Tuesday, January 26, 2010

Echoes from Ugarit

In 1972, after 15 years of research, Dr. Anne Kilmer (professor of Assyriology at the University of California, and a curator at the Lowie Museum of Anthropology at Berkeley), transcribed one of the oldest known pieces of music notation in the world.

Clay tablets relating to music, written in the cuneiform "Ugaritic" language (with both Hurrian and Akkadian influences), were excavated in the early 1950s at the ancient Syrian coastal city of Ugarit at what is now Ras Sharma. Ugarit is considered the birthplace of the modern alphabet.

One text contained a complete hymn, both words and music and is the oldest known preserved music notation in the world. The tablets date back to approximately 1,400 BC and contain a hymn to the moon god's wife, Nikal. Remarkably, the tablets also contain detailed performance instructions for a singer accompanied by a harpist as well as instructions on how to tune the harp.

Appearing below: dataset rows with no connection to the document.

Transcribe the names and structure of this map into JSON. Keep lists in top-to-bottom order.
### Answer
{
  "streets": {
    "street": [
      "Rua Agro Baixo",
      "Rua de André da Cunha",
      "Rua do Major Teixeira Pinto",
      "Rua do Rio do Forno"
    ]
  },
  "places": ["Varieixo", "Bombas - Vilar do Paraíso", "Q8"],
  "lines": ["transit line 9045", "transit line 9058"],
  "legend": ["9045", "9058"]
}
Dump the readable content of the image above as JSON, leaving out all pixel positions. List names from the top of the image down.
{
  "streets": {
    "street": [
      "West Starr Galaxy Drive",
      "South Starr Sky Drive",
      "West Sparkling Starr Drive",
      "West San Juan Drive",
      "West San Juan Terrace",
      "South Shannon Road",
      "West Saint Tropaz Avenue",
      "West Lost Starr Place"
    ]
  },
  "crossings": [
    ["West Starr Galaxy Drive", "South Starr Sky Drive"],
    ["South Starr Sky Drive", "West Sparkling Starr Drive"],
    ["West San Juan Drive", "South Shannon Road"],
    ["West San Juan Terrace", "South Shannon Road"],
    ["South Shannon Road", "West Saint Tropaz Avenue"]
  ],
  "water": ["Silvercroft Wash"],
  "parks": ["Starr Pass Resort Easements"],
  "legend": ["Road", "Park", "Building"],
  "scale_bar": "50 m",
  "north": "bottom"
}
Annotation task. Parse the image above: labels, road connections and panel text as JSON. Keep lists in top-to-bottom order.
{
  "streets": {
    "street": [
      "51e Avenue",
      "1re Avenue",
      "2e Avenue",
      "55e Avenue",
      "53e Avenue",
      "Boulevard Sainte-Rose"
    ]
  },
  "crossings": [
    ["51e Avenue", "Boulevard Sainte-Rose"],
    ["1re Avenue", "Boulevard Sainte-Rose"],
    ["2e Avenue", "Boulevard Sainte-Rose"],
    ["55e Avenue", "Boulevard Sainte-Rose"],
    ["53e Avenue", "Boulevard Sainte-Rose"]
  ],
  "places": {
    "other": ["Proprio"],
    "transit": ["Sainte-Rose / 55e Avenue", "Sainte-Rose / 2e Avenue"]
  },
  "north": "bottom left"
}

From this evidence, Professor Kilmer and other musicologists have created versions of the hymn.

One of these adaptations, came to life in a performance in Atlanta recently. The instrumental piece is entitled, Echoes from Ugarit and was performed by Syrian pianist and composer Malek Jandali along with The Ludwig Symphony Orchestra.

Many thanks to one of our readers who brought the story to our attention.